»»

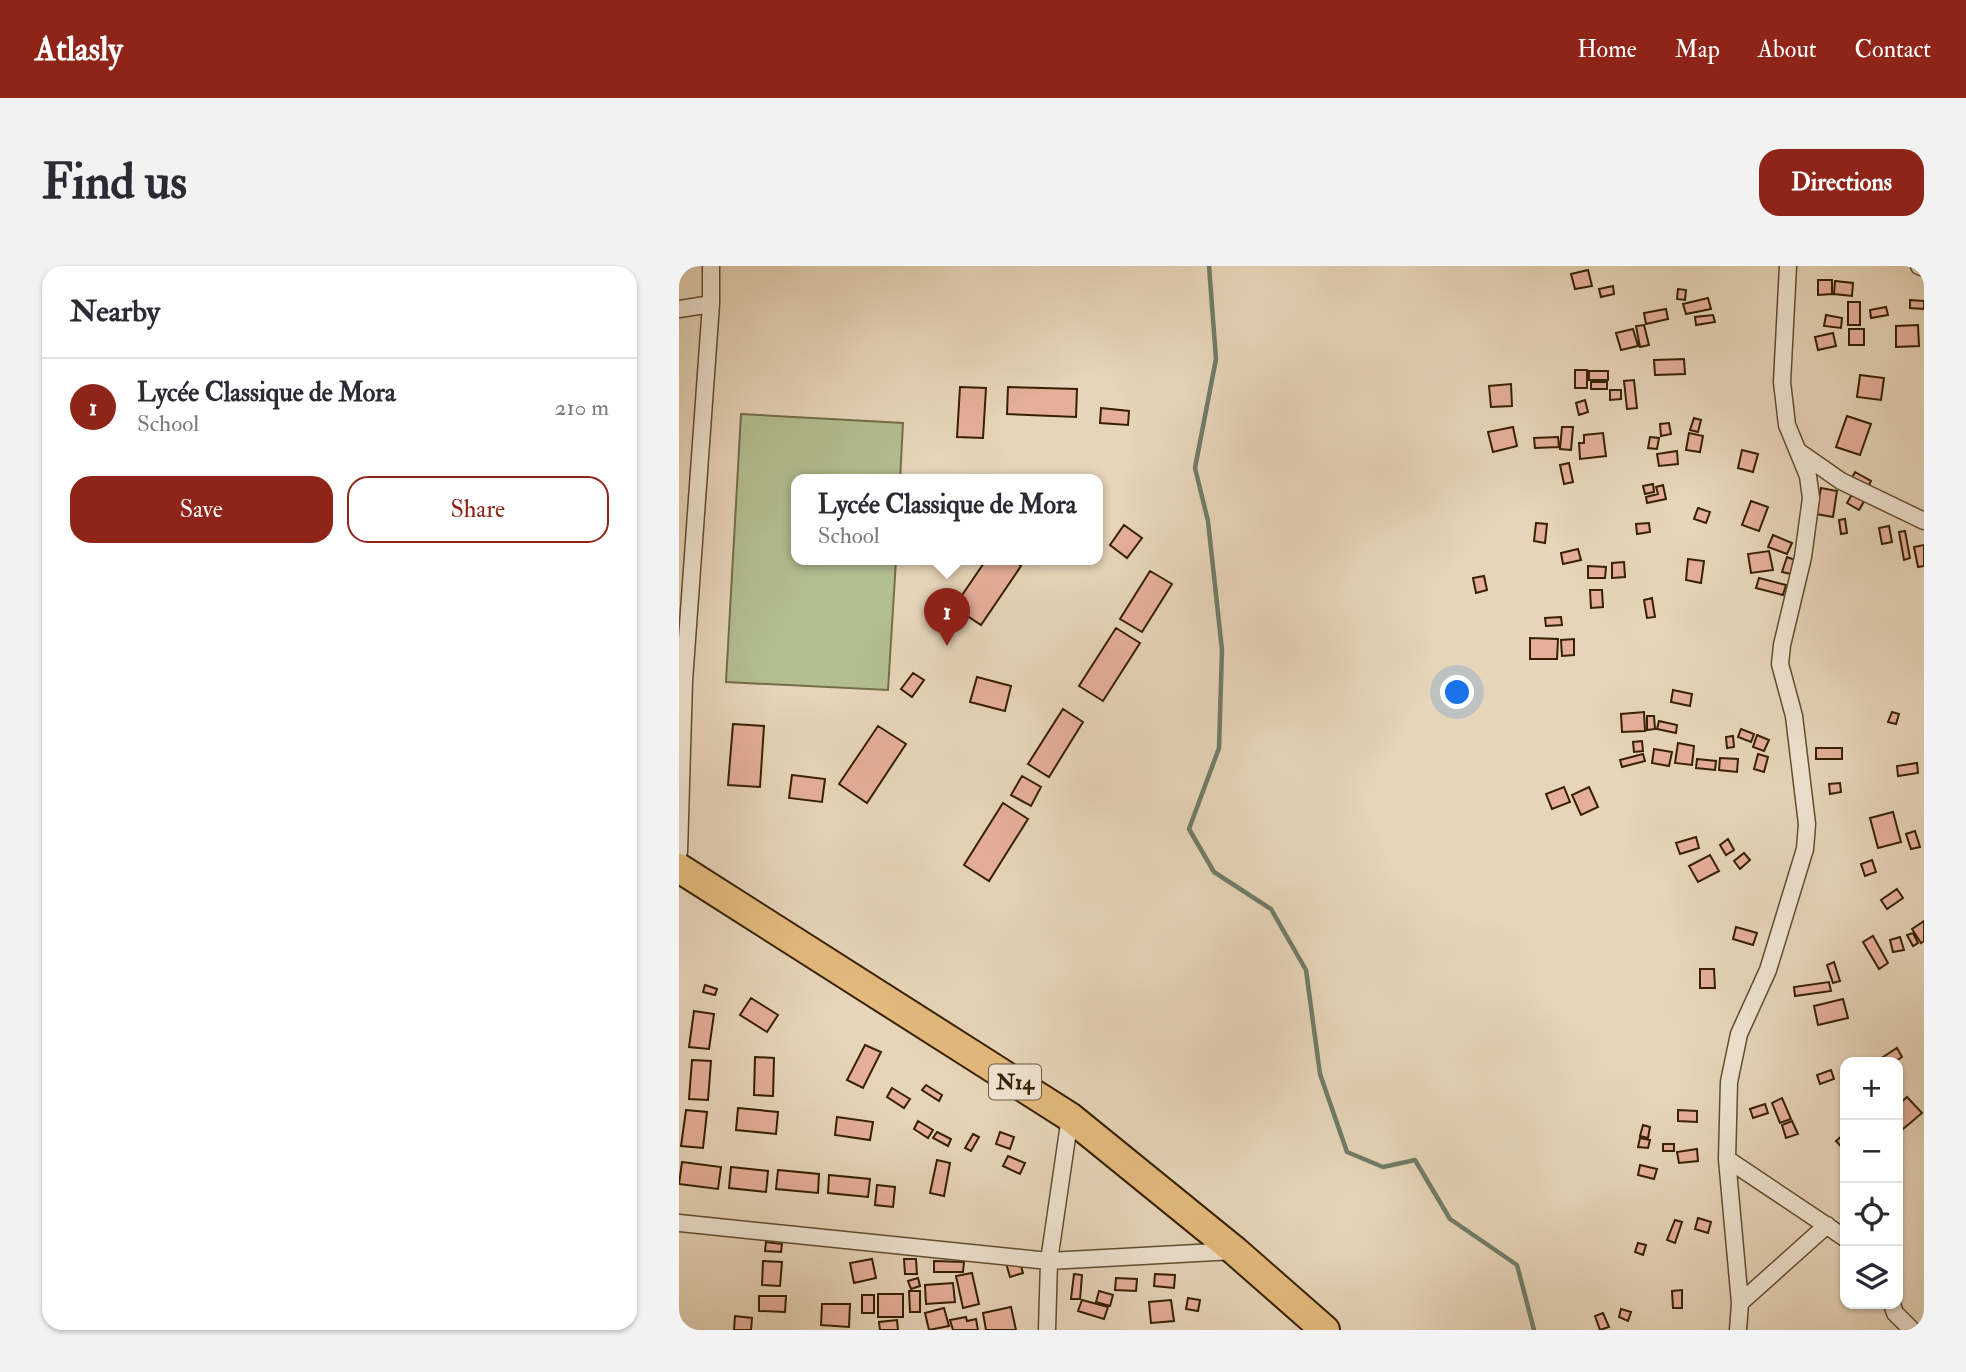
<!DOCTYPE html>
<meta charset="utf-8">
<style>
:root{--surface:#fff;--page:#f2f2f3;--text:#2b2b33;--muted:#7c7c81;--line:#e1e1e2;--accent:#8f2418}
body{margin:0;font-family:"IM FELL Double Pica",serif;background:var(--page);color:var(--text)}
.controls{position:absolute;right:21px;bottom:21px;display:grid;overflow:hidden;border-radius:14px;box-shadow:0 2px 5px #0004}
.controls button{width:63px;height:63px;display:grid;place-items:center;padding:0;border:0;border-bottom:2px solid var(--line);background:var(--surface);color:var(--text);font:35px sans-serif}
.you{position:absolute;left:779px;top:427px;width:24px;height:24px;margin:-18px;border:5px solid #fff;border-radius:50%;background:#1a73e8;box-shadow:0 0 0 10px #1a73e833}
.badge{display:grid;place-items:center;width:46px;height:46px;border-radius:50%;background:var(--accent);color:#fff;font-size:23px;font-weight:700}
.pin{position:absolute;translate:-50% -58px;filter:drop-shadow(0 2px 4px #0008)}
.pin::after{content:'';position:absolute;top:37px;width:24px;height:21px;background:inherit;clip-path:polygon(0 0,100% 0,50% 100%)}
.popup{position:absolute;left:112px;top:208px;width:312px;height:91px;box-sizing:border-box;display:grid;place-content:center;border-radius:14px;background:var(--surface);filter:drop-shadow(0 2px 5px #0005);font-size:23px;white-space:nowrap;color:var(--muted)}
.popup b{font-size:26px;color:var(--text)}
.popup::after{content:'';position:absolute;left:50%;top:100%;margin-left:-14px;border:14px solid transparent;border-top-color:var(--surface)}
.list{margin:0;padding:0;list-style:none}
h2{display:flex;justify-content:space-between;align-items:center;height:91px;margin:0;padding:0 28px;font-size:30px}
h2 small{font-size:23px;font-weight:400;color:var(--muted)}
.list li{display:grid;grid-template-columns:46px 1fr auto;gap:21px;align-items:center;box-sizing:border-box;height:98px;padding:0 28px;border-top:2px solid var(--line)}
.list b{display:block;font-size:26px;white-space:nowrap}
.list p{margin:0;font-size:23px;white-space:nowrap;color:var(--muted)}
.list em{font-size:23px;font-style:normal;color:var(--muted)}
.actions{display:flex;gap:14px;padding:21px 28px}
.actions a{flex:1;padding:16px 0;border:2px solid var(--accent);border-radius:21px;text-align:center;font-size:24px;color:var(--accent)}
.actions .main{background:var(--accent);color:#fff}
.icon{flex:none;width:38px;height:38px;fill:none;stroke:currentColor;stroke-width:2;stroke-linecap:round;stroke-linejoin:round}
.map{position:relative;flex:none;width:1245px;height:1064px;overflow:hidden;border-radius:21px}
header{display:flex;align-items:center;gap:42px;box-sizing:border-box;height:98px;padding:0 35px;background:var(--accent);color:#fff}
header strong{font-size:33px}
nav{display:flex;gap:38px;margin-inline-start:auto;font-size:24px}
.intro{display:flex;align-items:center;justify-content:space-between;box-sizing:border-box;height:168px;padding:0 42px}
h1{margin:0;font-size:49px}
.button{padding:18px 32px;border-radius:21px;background:var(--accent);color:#fff;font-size:24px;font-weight:700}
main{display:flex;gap:42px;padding:0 42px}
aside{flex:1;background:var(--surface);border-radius:21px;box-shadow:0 2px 5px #0004}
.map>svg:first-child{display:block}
.green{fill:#b3be91;stroke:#746f48;stroke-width:2}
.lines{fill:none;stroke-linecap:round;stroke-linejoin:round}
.stream{stroke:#707c68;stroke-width:4.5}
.building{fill:#e6af9a;stroke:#362000;stroke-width:2}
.minor-casing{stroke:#624d2e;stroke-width:19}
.trunk-casing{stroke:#362000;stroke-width:32}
.minor{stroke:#efe4d2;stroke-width:16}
.trunk{stroke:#e4ba7c;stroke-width:28}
.labels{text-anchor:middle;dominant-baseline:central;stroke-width:6;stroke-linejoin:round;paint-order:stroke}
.shield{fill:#efe4d2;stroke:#6e5b3f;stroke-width:2}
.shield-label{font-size:21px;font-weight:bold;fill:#362000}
</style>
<header>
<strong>Atlasly</strong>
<nav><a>Home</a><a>Map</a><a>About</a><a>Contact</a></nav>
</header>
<div class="intro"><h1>Find us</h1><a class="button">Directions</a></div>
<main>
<aside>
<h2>Nearby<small></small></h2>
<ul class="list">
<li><span class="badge">1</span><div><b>Lycée Classique de Mora</b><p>School</p></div><em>210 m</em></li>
</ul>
<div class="actions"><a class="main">Save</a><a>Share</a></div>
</aside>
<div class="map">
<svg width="1245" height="1064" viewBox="0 0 1245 1064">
<rect width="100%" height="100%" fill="#e7d5b9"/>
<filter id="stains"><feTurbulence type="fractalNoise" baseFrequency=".00286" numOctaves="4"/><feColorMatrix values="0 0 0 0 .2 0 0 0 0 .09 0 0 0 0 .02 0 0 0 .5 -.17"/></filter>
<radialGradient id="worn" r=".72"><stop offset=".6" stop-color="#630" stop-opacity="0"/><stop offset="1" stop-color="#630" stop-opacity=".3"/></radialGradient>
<path class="green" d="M 62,148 L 224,157 L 221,214 L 118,214 L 118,294 L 217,294 L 209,424 L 47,416 Z"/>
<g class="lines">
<path class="stream" d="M 530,0 L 537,93 L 516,202 L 529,255 L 543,384 L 540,482 L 510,563 L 535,606 L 592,643 L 627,704 L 641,808 L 668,886 L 704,901 L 736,894 L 771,953 L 838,999 L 855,1064"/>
</g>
<path class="building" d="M 909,4 L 913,20 L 896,23 L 892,8 Z
M 1139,14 L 1153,14 L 1153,28 L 1139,29 Z
M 1156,15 L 1174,17 L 1173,30 L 1155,28 Z
M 934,20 L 935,28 L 922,31 L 920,23 Z
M 999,23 L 1007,24 L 1006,34 L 998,33 Z
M 1029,32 L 1032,43 L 1007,48 L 1004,38 Z
M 1231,34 L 1245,35 L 1245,43 L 1231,42 Z
M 1169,36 L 1181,36 L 1181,59 L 1169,59 Z
M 1207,41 L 1209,49 L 1192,52 L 1191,44 Z
M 987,43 L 989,53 L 967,58 L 965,47 Z
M 1034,49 L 1036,56 L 1017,59 L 1016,51 Z
M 1147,49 L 1163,52 L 1162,62 L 1145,60 Z
M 965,59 L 970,79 L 961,81 L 957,60 Z
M 1239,59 L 1240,80 L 1217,81 L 1217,60 Z
M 954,63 L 959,80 L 942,84 L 937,67 Z
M 1170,63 L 1185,63 L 1185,79 L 1170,79 Z
M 1154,67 L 1157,80 L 1139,84 L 1136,71 Z
M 1005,93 L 1006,108 L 976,109 L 975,94 Z
M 896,104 L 908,104 L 908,122 L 896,122 Z
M 910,105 L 929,105 L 929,114 L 910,114 Z
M 1181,109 L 1205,112 L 1202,134 L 1178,131 Z
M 955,114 L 958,142 L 948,143 L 945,115 Z
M 912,116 L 928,116 L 928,123 L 912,123 Z
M 832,118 L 833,140 L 812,141 L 810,120 Z
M 281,121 L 307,122 L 304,172 L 278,171 Z
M 329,121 L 398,123 L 397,151 L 328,148 Z
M 931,124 L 942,124 L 942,133 L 931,134 Z
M 906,134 L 909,146 L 900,149 L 897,137 Z
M 422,142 L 450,145 L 449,159 L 421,157 Z
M 1168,150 L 1192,158 L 1181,189 L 1157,181 Z
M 1015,152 L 1022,154 L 1019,166 L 1011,164 Z
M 990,157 L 992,168 L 982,170 L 981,158 Z
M 834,161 L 838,180 L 814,186 L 809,166 Z
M 883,161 L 894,161 L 892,184 L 881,183 Z
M 924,167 L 927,190 L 901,193 L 900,177 L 905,177 L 905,169 Z
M 1010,167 L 1024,170 L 1021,186 L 1007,184 Z
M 879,171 L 880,181 L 856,182 L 855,172 Z
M 971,171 L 980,172 L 978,183 L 969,182 Z
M 1063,184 L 1079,188 L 1074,206 L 1059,202 Z
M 998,185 L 999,198 L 980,200 L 978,188 Z
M 890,197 L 894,216 L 885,218 L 881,199 Z
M 1176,206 L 1192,215 L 1187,225 L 1170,217 Z
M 974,218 L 975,226 L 966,228 L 964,220 Z
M 984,219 L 987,233 L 968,237 L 967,231 L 979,228 L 977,221 Z
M 1142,222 L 1158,225 L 1154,251 L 1137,248 Z
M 1175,225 L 1187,232 L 1180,244 L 1168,237 Z
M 1072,235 L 1089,241 L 1080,265 L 1063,259 Z
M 1019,242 L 1031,246 L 1027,257 L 1015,253 Z
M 1166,253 L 1168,267 L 1162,268 L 1160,254 Z
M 857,257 L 868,258 L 866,277 L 855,275 Z
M 970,257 L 971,266 L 958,268 L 957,258 Z
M 445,259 L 463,272 L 448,292 L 431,279 Z
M 1210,260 L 1213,276 L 1203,278 L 1200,262 Z
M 1226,265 L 1231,292 L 1225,294 L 1220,266 Z
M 1094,269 L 1113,277 L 1108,288 L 1089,281 Z
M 1245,279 L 1245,300 L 1239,301 L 1235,281 Z
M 899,283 L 902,294 L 884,298 L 882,287 Z
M 1090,285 L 1094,304 L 1072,307 L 1069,288 Z
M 1108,291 L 1116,294 L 1112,308 L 1103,306 Z
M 1009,293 L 1025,295 L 1022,317 L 1007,314 Z
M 307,294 L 334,294 L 342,300 L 302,359 L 275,341 Z
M 945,296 L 946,311 L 933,312 L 933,297 Z
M 909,300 L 927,301 L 926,312 L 909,312 Z
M 471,305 L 493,318 L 463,366 L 441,353 Z
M 805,310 L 808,324 L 797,327 L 794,312 Z
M 1080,312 L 1107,319 L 1104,329 L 1077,322 Z
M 911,324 L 923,324 L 924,341 L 912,342 Z
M 973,332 L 976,351 L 968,352 L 965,334 Z
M 882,351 L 883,359 L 867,360 L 866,352 Z
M 437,362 L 461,377 L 424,435 L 400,420 Z
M 851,372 L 879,373 L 878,393 L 851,393 Z
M 895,373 L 895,389 L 883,390 L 882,374 Z
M 234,407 L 245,414 L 233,431 L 222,423 Z
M 298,411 L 332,420 L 326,445 L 291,436 Z
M 994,424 L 1013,428 L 1011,440 L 992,436 Z
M 384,443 L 404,456 L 370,511 L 349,498 Z
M 965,446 L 966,465 L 943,466 L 942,448 Z
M 1213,446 L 1220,448 L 1217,458 L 1209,456 Z
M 968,450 L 975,450 L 976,463 L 968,464 Z
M 980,455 L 998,459 L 997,467 L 978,463 Z
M 54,458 L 85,460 L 81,521 L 49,519 Z
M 199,460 L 227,478 L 188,537 L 160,518 Z
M 1062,463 L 1075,468 L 1072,476 L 1059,471 Z
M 1078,469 L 1090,474 L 1085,485 L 1074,481 Z
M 1054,470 L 1055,481 L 1048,482 L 1047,471 Z
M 963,475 L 964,485 L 955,486 L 954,476 Z
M 999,477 L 1015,480 L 1013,499 L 996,497 Z
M 1137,482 L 1163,482 L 1163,493 L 1137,493 Z
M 975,483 L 993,486 L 990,500 L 973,497 Z
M 964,488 L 966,495 L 943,501 L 941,494 Z
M 1079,488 L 1089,491 L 1085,506 L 1075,503 Z
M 1041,492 L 1059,493 L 1058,506 L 1040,504 Z
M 1018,493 L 1037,495 L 1036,504 L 1017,502 Z
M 1238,497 L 1239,507 L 1219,510 L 1218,500 Z
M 113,509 L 146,513 L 143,536 L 110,532 Z
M 343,510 L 362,521 L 352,540 L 332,529 Z
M 1161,517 L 1162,526 L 1151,528 L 1150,518 Z
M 885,521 L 891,536 L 873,543 L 867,528 Z
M 910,521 L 919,541 L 902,549 L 893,529 Z
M 324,537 L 349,553 L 310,615 L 285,599 Z
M 1214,546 L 1222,576 L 1199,582 L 1191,552 Z
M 1236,565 L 1241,581 L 1232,583 L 1227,568 Z
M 1017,571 L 1020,582 L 1001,588 L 997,577 Z
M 1049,573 L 1055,584 L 1047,589 L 1041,579 Z
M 1065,587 L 1071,594 L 1061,603 L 1055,595 Z
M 1031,589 L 1040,605 L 1019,616 L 1010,600 Z
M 1193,594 L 1197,606 L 1186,610 L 1182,598 Z
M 1218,623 L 1224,632 L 1208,643 L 1202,634 Z
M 1245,655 L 1245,675 L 1242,677 L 1233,663 Z
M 1057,661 L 1078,667 L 1074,679 L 1054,673 Z
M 1234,667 L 1239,677 L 1234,680 L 1228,669 Z
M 1194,670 L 1209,697 L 1200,703 L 1184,676 Z
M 1221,671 L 1225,684 L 1214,686 L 1211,674 Z
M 1155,696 L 1161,715 L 1154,717 L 1148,699 Z
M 1021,703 L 1035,703 L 1036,722 L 1021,722 Z
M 1150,716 L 1152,725 L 1116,730 L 1115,721 Z
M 26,719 L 38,723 L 36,729 L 24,726 Z
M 72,732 L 99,749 L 88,766 L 61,749 Z
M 1164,733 L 1169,752 L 1139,759 L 1135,740 Z
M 15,745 L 35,748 L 30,783 L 10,781 Z
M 186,779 L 202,786 L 184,822 L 168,814 Z
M 1218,782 L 1223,791 L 1215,796 L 1207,796 L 1204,791 Z
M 76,791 L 95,792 L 94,830 L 75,829 Z
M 13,794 L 32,795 L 29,834 L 10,833 Z
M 1152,804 L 1155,813 L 1141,818 L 1138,809 Z
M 247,819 L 263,829 L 260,835 L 243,824 Z
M 213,822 L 231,833 L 225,842 L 208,831 Z
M 1228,831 L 1243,847 L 1224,863 L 1219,857 L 1219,839 Z
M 1103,832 L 1112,853 L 1101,857 L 1093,837 Z
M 1086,838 L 1089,847 L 1074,852 L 1071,843 Z
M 59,842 L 99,846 L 97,868 L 57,864 Z
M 7,844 L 28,846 L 24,882 L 2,880 Z
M 999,844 L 1018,845 L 1018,856 L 999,855 Z
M 158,851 L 194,856 L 191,874 L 156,869 Z
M 239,855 L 254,864 L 249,872 L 235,863 Z
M 1113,855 L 1119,868 L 1107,872 L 1103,859 Z
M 964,859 L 971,861 L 969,872 L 961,870 Z
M 258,866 L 272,873 L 269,880 L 254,872 Z
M 321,866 L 335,871 L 331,883 L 317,878 Z
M 1166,867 L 1166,885 L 1157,875 Z
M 294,868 L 300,871 L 292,885 L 286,882 Z
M 961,872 L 971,874 L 969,882 L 959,881 Z
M 984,878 L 995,878 L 995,885 L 984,885 Z
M 1018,883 L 1019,895 L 1000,897 L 998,886 Z
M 329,890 L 346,897 L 341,908 L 324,900 Z
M 258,894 L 271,897 L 265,930 L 251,927 Z
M 3,896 L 42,901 L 39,923 L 0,918 Z
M 961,899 L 978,903 L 975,913 L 959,909 Z
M 52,901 L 89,905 L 87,926 L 50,922 Z
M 99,904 L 140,908 L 139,927 L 97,923 Z
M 150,909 L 191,913 L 189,931 L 149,927 Z
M 198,919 L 216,921 L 214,941 L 196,939 Z
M 1019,952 L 1032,956 L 1029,967 L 1016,963 Z
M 996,954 L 1003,956 L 996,977 L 988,974 Z
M 87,976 L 103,978 L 102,986 L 86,985 Z
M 959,977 L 967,979 L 964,989 L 956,986 Z
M 193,993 L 197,1012 L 175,1017 L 171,997 Z
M 225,993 L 237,993 L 238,1008 L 226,1008 Z
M 340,993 L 344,1007 L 331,1011 L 327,997 Z
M 84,995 L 103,996 L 101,1020 L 83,1019 Z
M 255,995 L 285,996 L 284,1006 L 255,1006 Z
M 293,1007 L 300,1038 L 284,1042 L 277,1010 Z
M 395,1008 L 403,1009 L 401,1033 L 392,1033 Z
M 476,1008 L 496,1009 L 495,1022 L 475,1020 Z
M 239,1012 L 241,1020 L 232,1023 L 229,1015 Z
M 437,1012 L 458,1013 L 457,1025 L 436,1024 Z
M 274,1017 L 276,1036 L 247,1038 L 246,1019 Z
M 1003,1024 L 1003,1042 L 994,1042 L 993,1025 Z
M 230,1025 L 241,1025 L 241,1046 L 231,1046 Z
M 420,1025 L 434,1029 L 431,1040 L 417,1036 Z
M 199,1028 L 224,1028 L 224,1051 L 199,1051 Z
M 183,1029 L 195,1029 L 195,1047 L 183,1047 Z
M 80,1030 L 107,1030 L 106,1046 L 80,1045 Z
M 509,1032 L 521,1034 L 519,1045 L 507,1043 Z
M 403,1034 L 429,1041 L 425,1053 L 399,1045 Z
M 492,1034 L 495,1055 L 472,1057 L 470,1036 Z
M 143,1038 L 171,1038 L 170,1061 L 142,1059 Z
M 332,1041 L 337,1064 L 307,1064 L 304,1047 Z
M 265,1042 L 270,1060 L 250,1064 L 246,1047 Z
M 942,1043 L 952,1046 L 949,1055 L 940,1051 Z
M 924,1047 L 930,1061 L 921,1064 L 916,1050 Z
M 56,1050 L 73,1052 L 72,1064 L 55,1064 Z
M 287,1051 L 288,1055 L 297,1053 L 299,1064 L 274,1064 L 271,1054 Z
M 218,1054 L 219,1064 L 201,1064 L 200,1056 Z"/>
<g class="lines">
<g class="minor-casing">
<path id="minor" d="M 1240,0 L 1245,2
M 0,43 L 32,38
M 1119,185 L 1162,215 L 1245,255
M 0,586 L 5,415 L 32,38 L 32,0
M 1048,893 L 1166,972
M 0,957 L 370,995 L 555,985
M 1061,1037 L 1148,959
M 1213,1038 L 1216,1047 L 1233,1064
M 368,1064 L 370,995 L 391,851
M 1059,1064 L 1061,1037 L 1048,893 L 1050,816 L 1060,768 L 1089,704 L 1126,583 L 1128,558 L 1115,450 L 1101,398 L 1103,379 L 1124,291 L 1132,232 L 1129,210 L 1108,159 L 1103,116 L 1109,0"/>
</g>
<g class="trunk-casing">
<path id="trunk" d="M 0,602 L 391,851 L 556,985 L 646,1064"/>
</g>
<use href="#minor" class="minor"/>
<use href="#trunk" class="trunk"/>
</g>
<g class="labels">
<rect class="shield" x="310" y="798.5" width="52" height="35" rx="5"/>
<g class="shield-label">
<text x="336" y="816">N14</text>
</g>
</g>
<rect width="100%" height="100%" filter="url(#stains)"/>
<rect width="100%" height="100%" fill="url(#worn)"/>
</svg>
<div class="controls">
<button>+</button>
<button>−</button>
<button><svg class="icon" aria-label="locate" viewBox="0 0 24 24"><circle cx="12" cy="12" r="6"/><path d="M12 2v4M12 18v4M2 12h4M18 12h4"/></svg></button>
<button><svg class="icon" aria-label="layers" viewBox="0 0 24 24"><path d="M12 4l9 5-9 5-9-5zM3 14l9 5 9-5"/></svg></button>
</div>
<div class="you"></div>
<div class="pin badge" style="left:268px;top:380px">1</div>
<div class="popup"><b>Lycée Classique de Mora</b>School</div>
</div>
</main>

««

Write out every line of the preceding listing that contains "none".

Task answer:
.list{margin:0;padding:0;list-style:none}
.icon{flex:none;width:38px;height:38px;fill:none;stroke:currentColor;stroke-width:2;stroke-linecap:round;stroke-linejoin:round}
.map{position:relative;flex:none;width:1245px;height:1064px;overflow:hidden;border-radius:21px}
.lines{fill:none;stroke-linecap:round;stroke-linejoin:round}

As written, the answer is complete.